Optic Nerve Avulsion Pattern and Etiologies: A Retrospective Study
Optic nerve avulsion (ONA) is the traumatic separation of the optic nerve fibers at the level of the lamina cribrosa with preservation of the nerve sheath and surrounding sclera. It is a rare but visually devastating form of anterior traumatic optic neuropathy. ONA can be either partial (only the optic nerve is torn) or complete (both the extraocular muscles and the optic nerve are torn, causing total luxation of the ocular bulb). In cases of complete ONA, the optic sheath, which is more elastic than the optic nerve, usually remains attached to the globe, and the optic nerve may appear normal. A complete avulsion causes profound vision impairment, whereas a partial (incomplete) avulsion might result in varying degrees of impairment.

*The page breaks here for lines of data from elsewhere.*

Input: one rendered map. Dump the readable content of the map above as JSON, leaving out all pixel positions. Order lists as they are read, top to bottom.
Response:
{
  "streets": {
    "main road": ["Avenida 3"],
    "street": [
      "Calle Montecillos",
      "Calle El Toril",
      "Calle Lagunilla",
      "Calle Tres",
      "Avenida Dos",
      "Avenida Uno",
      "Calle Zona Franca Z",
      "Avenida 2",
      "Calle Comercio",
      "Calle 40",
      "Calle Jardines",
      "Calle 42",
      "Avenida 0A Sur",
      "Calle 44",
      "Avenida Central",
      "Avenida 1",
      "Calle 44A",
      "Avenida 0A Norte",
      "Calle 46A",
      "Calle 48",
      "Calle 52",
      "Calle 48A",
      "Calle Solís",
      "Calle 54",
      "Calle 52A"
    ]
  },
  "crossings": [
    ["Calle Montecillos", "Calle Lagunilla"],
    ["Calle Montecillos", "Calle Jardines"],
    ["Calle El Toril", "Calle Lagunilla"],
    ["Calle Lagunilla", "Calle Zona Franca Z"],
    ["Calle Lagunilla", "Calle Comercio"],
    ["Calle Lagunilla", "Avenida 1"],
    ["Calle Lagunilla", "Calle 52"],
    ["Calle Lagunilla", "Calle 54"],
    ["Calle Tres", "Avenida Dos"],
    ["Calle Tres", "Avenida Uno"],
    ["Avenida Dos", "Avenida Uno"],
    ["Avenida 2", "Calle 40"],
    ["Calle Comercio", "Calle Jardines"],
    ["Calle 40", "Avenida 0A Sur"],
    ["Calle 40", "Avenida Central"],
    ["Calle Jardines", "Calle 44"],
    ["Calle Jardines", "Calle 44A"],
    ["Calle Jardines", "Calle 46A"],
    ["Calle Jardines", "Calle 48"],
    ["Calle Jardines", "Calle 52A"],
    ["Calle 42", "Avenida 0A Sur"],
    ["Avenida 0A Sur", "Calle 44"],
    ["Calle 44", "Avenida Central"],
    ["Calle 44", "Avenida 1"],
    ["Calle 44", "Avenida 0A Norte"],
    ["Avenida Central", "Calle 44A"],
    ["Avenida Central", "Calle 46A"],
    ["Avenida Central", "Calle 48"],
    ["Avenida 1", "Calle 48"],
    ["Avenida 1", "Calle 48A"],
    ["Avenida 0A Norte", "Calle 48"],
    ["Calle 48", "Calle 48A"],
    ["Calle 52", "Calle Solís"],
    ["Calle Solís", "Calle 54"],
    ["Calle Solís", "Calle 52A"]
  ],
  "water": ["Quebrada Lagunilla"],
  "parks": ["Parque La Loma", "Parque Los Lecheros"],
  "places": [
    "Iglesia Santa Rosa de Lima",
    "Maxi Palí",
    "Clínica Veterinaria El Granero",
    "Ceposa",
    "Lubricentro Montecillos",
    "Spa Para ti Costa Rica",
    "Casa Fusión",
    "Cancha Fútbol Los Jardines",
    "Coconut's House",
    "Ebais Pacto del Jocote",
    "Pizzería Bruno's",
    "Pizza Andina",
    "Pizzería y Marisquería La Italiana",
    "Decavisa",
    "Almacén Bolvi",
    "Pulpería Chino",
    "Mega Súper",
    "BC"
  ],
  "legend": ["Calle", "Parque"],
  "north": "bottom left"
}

There are several potential causes of ONA including blunt trauma, road traffic accident (RTA), orautoenucleation in psychiatric patients. ONA has been observed from sports injuries in children, falls, and door handle trauma.
The medical records of patients diagnosed with ONA at an Ophthalmic Emergency Department between November 2014 and November 2022 were analyzed in a retrospective cohort study by Mohammad Al Amry et al. Data were collected on patient age, sex, affected eye, cause of injury and imaging studies. The best-corrected visual acuity (BCVA) at presentation and at the last follow-up visit, and the duration of follow-up were documented.